=== Section Start ===
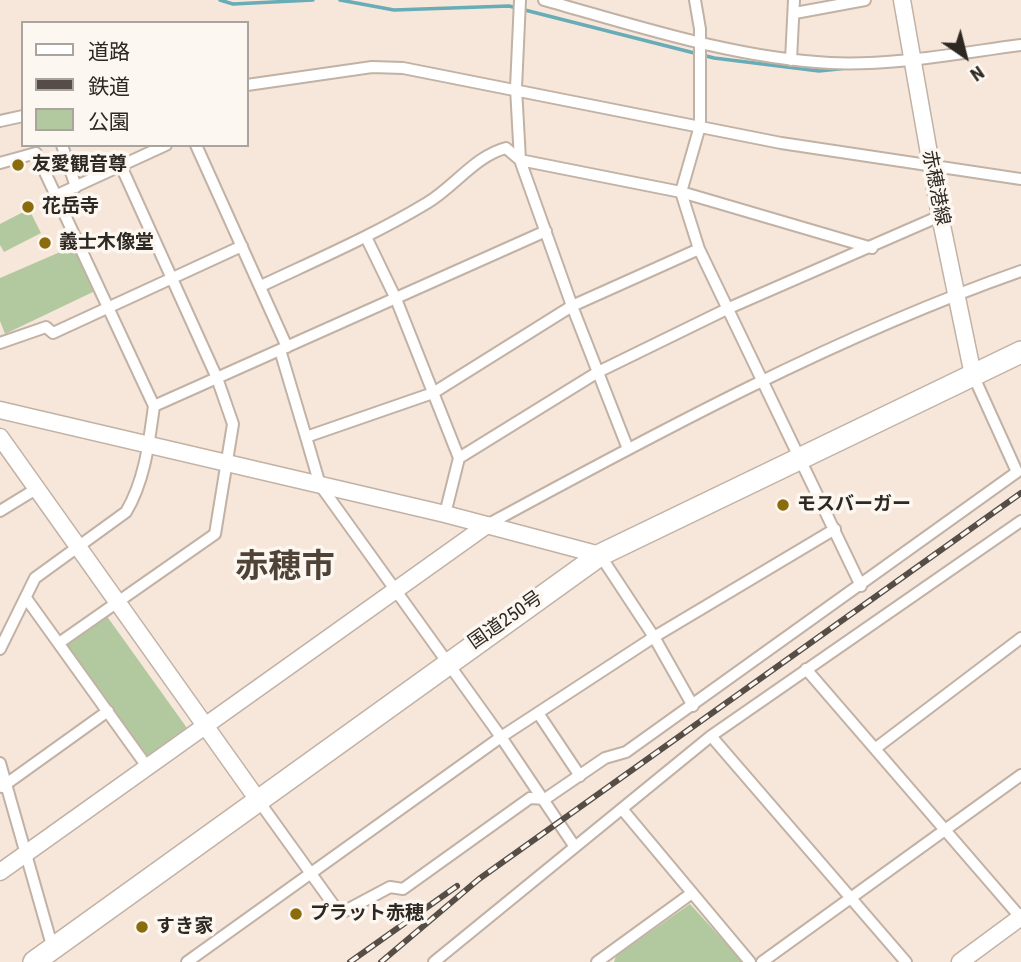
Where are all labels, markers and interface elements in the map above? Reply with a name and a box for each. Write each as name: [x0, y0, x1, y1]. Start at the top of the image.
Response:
legend: [21, 21, 248, 147]
north arrow: [930, 21, 1000, 91]
text: 道路: [88, 40, 130, 64]
text: N: [966, 61, 989, 86]
text: 鉄道: [88, 75, 130, 99]
text: 公園: [88, 110, 130, 134]
street label: 赤穂港線: [917, 149, 953, 227]
place label: 友愛観音尊: [32, 154, 127, 176]
marker: 友愛観音尊: [10, 157, 26, 173]
place label: 花岳寺: [42, 196, 99, 218]
marker: 花岳寺: [20, 199, 36, 215]
place label: 義士木像堂: [59, 232, 154, 254]
marker: 義士木像堂: [37, 235, 53, 251]
place label: モスバーガー: [797, 494, 911, 516]
marker: モスバーガー: [775, 497, 791, 513]
district label: 赤穂市: [236, 549, 334, 589]
street label: 国道250号: [465, 587, 547, 655]
place label: プラット赤穂: [310, 903, 424, 925]
marker: プラット赤穂: [288, 906, 304, 922]
place label: すき家: [156, 916, 213, 938]
marker: すき家: [134, 919, 150, 935]

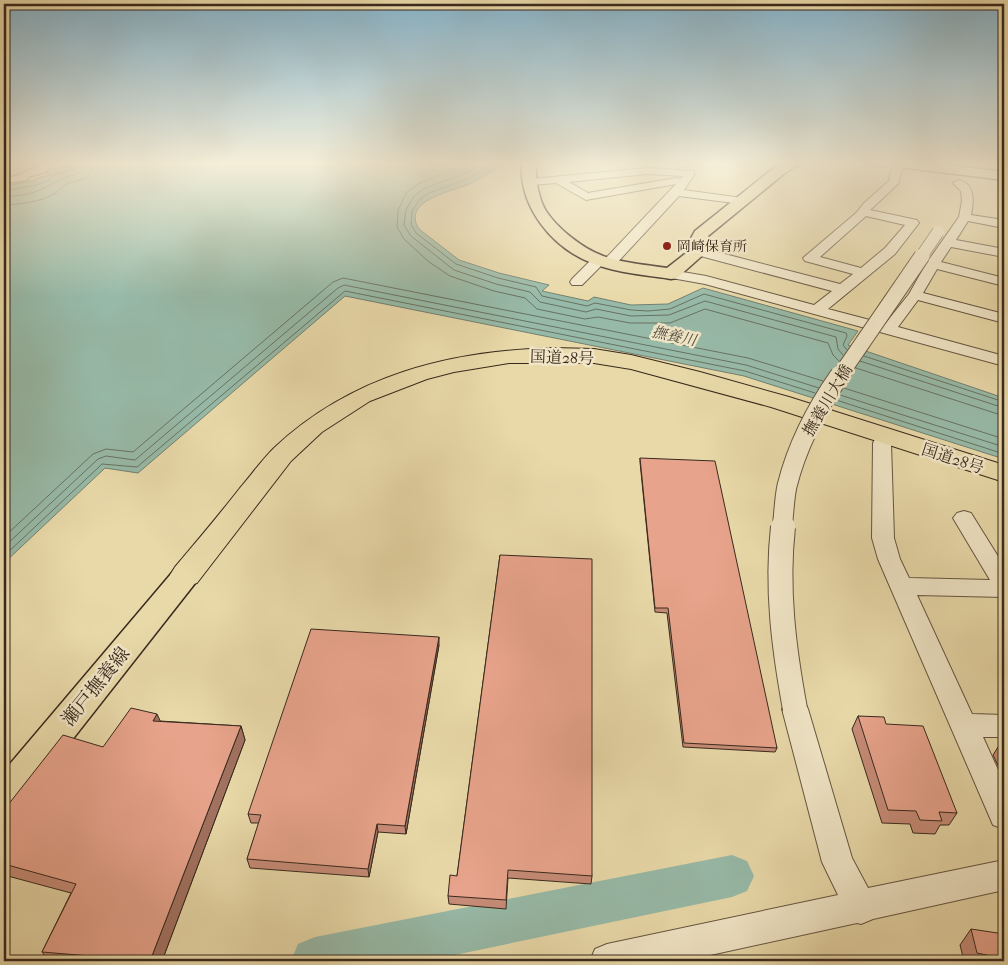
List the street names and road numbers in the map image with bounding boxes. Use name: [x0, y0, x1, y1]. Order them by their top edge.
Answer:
street label: 国道28号: [530, 347, 594, 368]
street label: 撫養川大橋: [799, 361, 856, 439]
street label: 国道28号: [919, 440, 986, 477]
street label: 瀬戸撫養線: [57, 643, 134, 730]

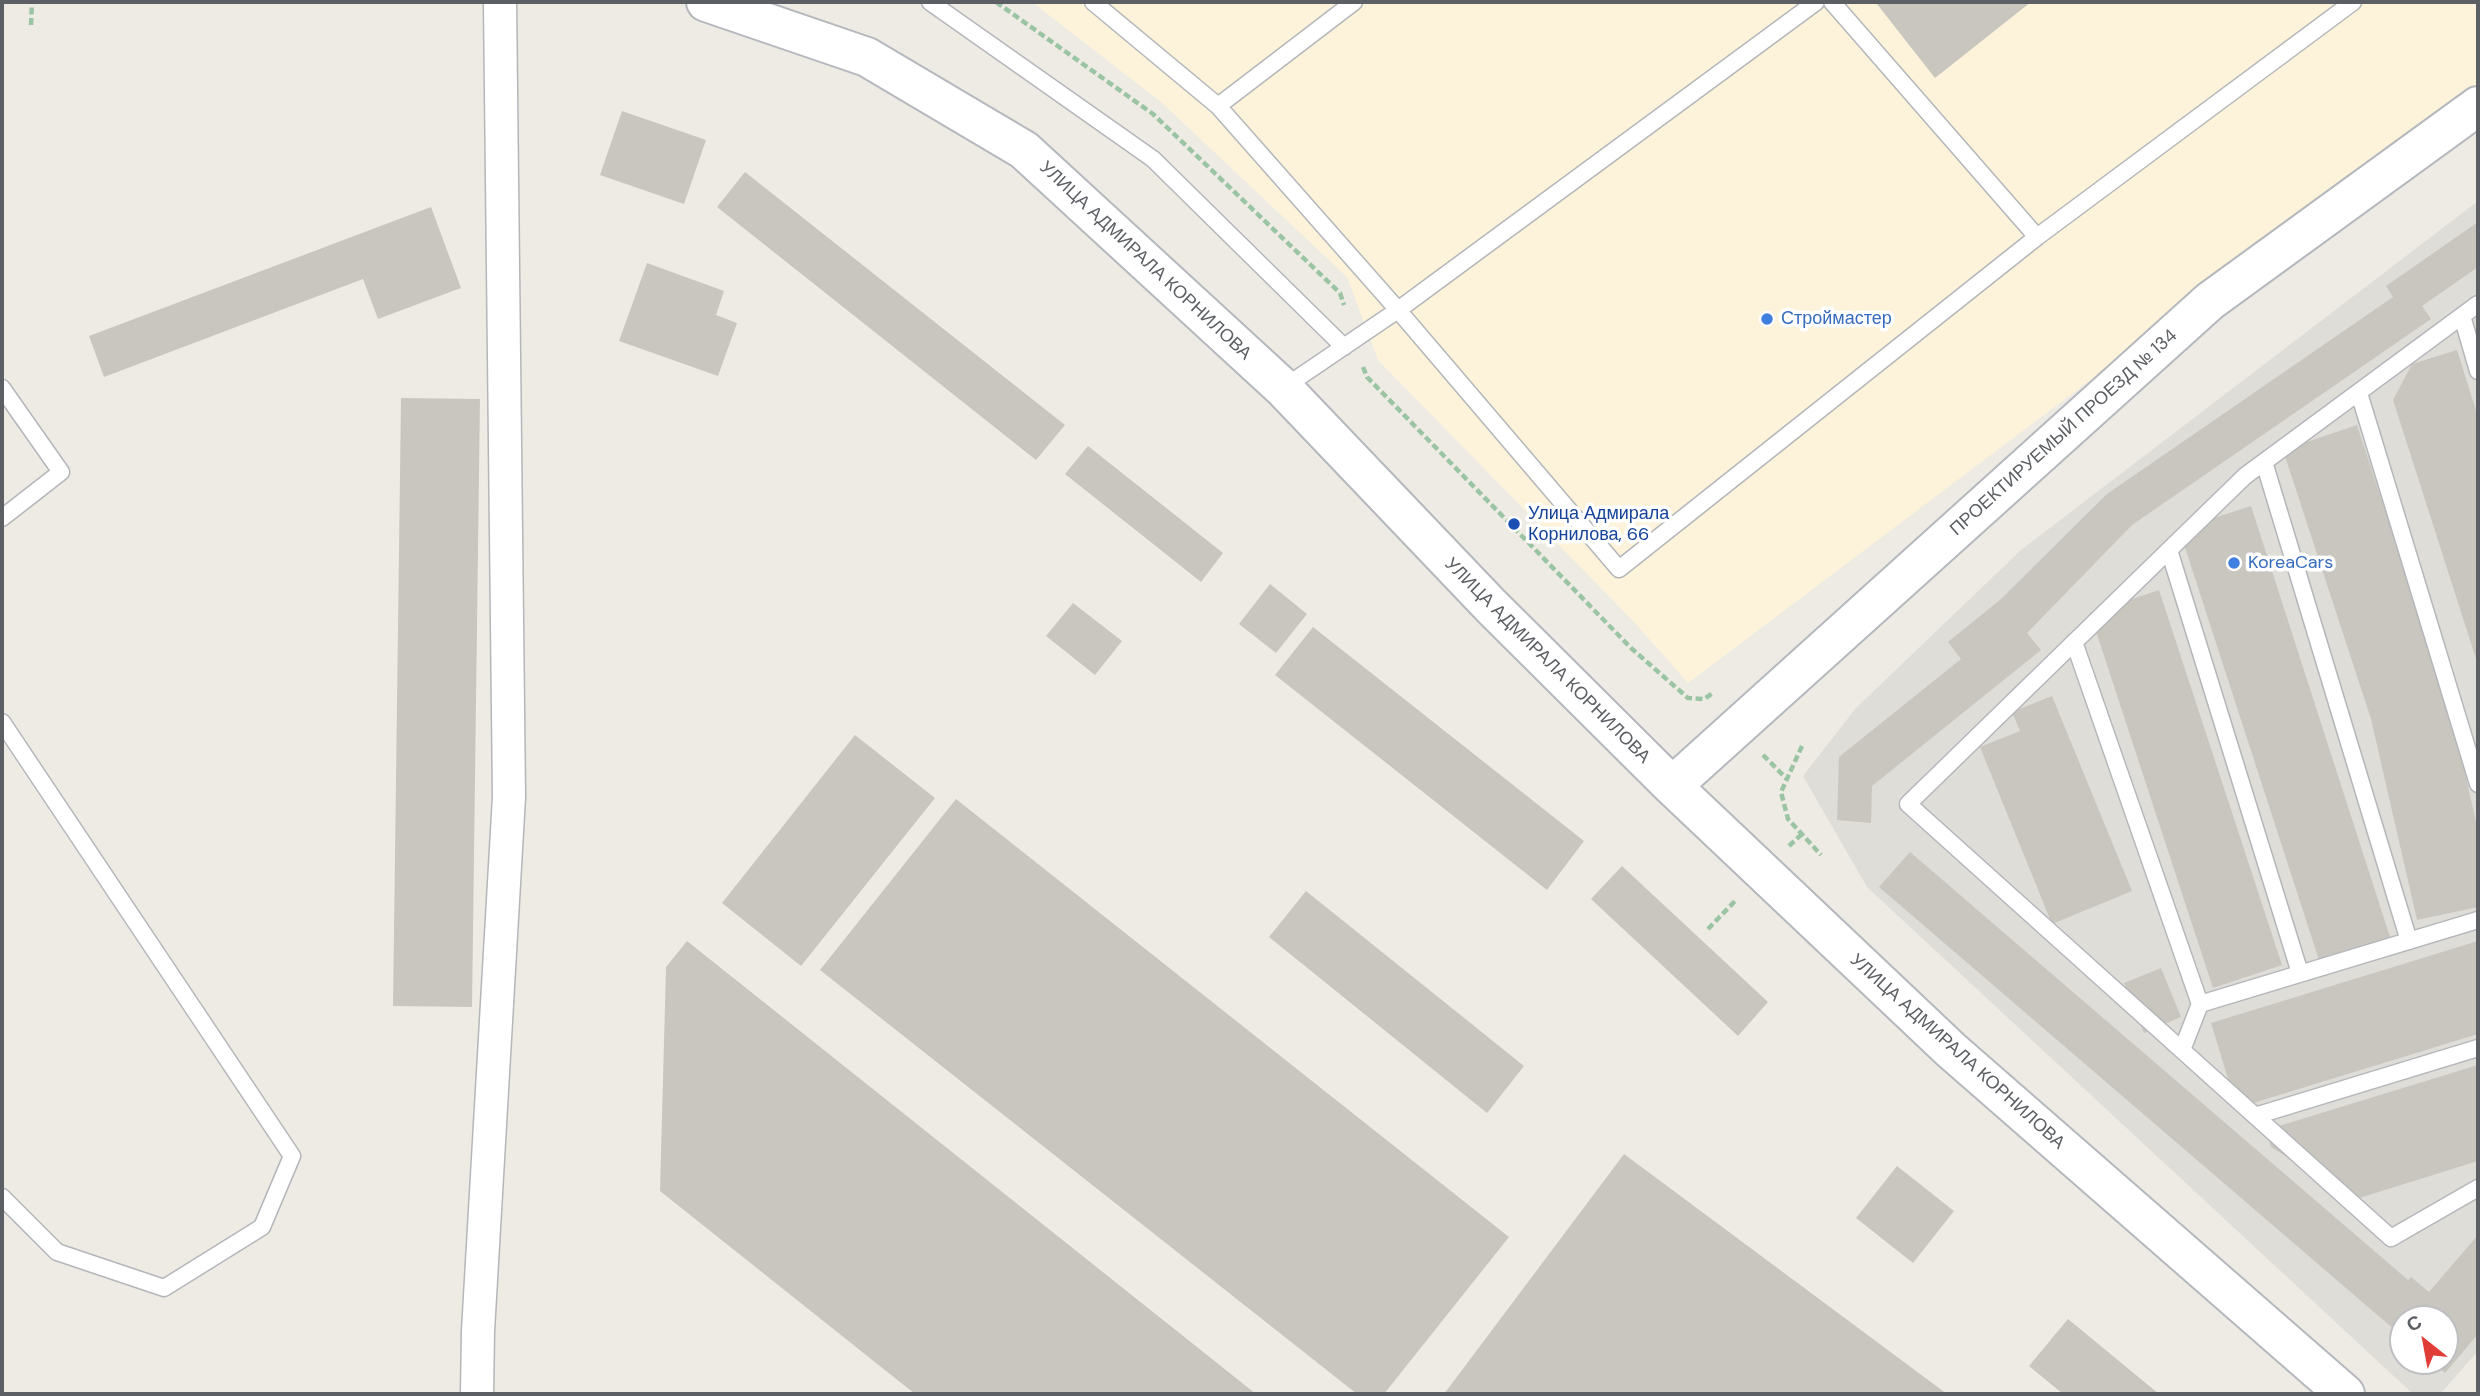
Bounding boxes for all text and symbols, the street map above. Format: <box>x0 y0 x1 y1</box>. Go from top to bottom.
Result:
street label: УЛИЦА АДМИРАЛА КОРНИЛОВА <box>1035 157 1255 365</box>
place label: Строймастер <box>1781 308 1892 330</box>
marker: Строймастер <box>1759 311 1775 327</box>
street label: ПРОЕКТИРУЕМЫЙ ПРОЕЗД № 134 <box>1946 325 2182 541</box>
place label: Улица Адмирала Корнилова, 66 <box>1528 503 1669 546</box>
marker: Улица Адмирала Корнилова, 66 <box>1506 516 1522 532</box>
place label: KoreaCars <box>2248 552 2333 574</box>
street label: УЛИЦА АДМИРАЛА КОРНИЛОВА <box>1440 554 1654 768</box>
marker: KoreaCars <box>2226 555 2242 571</box>
street label: УЛИЦА АДМИРАЛА КОРНИЛОВА <box>1845 950 2069 1154</box>
north arrow <box>2389 1305 2459 1375</box>
text: С <box>2402 1309 2426 1338</box>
=== Section End ===
Problem requirements
Write the entries above out again exactly, but not the pictures.

Answer for the task
Where are all labels, markers and interface elements in the map above? Reply with a name and a box for each. Write each as name: [x0, y0, x1, y1]. Start at the top of the image.
Response:
legend: [21, 21, 248, 147]
north arrow: [930, 21, 1000, 91]
text: 道路: [88, 40, 130, 64]
text: N: [966, 61, 989, 86]
text: 鉄道: [88, 75, 130, 99]
text: 公園: [88, 110, 130, 134]
street label: 赤穂港線: [917, 149, 953, 227]
place label: 友愛観音尊: [32, 154, 127, 176]
marker: 友愛観音尊: [10, 157, 26, 173]
place label: 花岳寺: [42, 196, 99, 218]
marker: 花岳寺: [20, 199, 36, 215]
place label: 義士木像堂: [59, 232, 154, 254]
marker: 義士木像堂: [37, 235, 53, 251]
place label: モスバーガー: [797, 494, 911, 516]
marker: モスバーガー: [775, 497, 791, 513]
district label: 赤穂市: [236, 549, 334, 589]
street label: 国道250号: [465, 587, 547, 655]
place label: プラット赤穂: [310, 903, 424, 925]
marker: プラット赤穂: [288, 906, 304, 922]
place label: すき家: [156, 916, 213, 938]
marker: すき家: [134, 919, 150, 935]

List the street names and road numbers in the map image with bounding boxes. Use name: [x0, y0, x1, y1]. Order them by their top edge.
Answer:
street label: 国道28号: [530, 347, 594, 368]
street label: 撫養川大橋: [799, 361, 856, 439]
street label: 国道28号: [919, 440, 986, 477]
street label: 瀬戸撫養線: [57, 643, 134, 730]

Bounding boxes for all text and symbols, the street map above. Format: <box>x0 y0 x1 y1</box>. Go from top to bottom.
Result:
street label: УЛИЦА АДМИРАЛА КОРНИЛОВА <box>1035 157 1255 365</box>
place label: Строймастер <box>1781 308 1892 330</box>
marker: Строймастер <box>1759 311 1775 327</box>
street label: ПРОЕКТИРУЕМЫЙ ПРОЕЗД № 134 <box>1946 325 2182 541</box>
place label: Улица Адмирала Корнилова, 66 <box>1528 503 1669 546</box>
marker: Улица Адмирала Корнилова, 66 <box>1506 516 1522 532</box>
place label: KoreaCars <box>2248 552 2333 574</box>
street label: УЛИЦА АДМИРАЛА КОРНИЛОВА <box>1440 554 1654 768</box>
marker: KoreaCars <box>2226 555 2242 571</box>
street label: УЛИЦА АДМИРАЛА КОРНИЛОВА <box>1845 950 2069 1154</box>
north arrow <box>2389 1305 2459 1375</box>
text: С <box>2402 1309 2426 1338</box>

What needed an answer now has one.